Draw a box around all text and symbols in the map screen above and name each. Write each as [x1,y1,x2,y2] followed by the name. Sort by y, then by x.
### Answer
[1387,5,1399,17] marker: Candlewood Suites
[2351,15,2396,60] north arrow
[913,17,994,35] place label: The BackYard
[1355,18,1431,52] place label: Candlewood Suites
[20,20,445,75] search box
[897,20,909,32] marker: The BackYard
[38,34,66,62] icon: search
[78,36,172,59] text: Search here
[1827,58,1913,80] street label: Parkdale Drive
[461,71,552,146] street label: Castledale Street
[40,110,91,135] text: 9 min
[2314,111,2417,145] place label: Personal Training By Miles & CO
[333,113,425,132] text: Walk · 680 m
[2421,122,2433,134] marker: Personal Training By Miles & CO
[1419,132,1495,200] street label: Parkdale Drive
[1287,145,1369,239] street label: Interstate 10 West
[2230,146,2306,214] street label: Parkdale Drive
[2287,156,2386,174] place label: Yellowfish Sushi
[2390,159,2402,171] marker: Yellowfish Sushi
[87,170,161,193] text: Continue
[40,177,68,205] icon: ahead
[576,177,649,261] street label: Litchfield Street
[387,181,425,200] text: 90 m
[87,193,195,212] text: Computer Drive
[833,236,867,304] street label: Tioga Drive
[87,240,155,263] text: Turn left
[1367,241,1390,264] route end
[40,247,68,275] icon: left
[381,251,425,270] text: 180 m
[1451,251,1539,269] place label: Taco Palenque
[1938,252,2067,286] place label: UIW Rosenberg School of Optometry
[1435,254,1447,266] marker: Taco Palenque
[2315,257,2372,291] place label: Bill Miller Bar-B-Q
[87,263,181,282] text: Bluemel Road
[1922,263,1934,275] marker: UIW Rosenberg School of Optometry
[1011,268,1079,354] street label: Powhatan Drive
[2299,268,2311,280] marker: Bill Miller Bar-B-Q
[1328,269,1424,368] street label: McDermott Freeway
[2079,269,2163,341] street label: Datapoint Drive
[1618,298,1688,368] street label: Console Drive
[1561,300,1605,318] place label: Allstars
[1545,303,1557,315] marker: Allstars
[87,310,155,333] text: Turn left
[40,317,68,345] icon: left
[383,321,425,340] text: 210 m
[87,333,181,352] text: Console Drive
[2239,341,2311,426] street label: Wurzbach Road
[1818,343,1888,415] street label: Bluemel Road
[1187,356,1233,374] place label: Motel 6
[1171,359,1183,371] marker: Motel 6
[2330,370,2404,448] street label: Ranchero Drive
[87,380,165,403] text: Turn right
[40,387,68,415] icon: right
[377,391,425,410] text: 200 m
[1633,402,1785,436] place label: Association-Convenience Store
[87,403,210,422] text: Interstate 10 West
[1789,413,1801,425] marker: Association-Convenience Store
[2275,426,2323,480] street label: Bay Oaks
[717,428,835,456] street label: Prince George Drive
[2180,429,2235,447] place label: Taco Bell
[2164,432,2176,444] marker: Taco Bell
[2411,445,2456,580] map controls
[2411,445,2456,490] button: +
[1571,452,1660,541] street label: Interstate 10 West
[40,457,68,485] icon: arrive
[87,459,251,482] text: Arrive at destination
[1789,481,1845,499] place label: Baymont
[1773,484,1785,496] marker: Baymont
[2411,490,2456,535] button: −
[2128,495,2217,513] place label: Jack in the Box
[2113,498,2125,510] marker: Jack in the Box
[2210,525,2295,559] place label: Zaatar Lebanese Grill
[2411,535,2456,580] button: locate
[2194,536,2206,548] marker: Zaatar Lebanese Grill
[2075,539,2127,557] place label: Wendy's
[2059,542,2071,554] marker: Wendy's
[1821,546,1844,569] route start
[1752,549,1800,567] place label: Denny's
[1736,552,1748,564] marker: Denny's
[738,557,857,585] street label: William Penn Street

...

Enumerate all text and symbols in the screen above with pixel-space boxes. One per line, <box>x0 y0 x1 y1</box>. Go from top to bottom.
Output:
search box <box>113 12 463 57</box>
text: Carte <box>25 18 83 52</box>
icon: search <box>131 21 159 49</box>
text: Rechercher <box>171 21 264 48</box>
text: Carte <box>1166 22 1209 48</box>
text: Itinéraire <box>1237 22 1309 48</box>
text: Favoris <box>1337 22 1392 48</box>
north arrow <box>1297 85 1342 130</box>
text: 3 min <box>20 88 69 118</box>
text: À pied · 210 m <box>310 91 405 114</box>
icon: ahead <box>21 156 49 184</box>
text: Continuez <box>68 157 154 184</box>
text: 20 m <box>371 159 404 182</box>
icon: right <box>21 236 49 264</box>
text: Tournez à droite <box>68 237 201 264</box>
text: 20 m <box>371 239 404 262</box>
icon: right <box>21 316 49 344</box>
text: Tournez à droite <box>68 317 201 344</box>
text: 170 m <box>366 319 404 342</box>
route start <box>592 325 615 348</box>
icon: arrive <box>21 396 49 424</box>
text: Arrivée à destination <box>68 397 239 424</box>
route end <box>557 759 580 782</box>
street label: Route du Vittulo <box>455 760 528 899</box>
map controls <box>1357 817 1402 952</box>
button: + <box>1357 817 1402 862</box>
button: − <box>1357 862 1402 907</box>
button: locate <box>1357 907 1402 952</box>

### What you have to do
The string "Jack" appears on some lines of the data; count those lines and report only how many there are.

### Answer area
2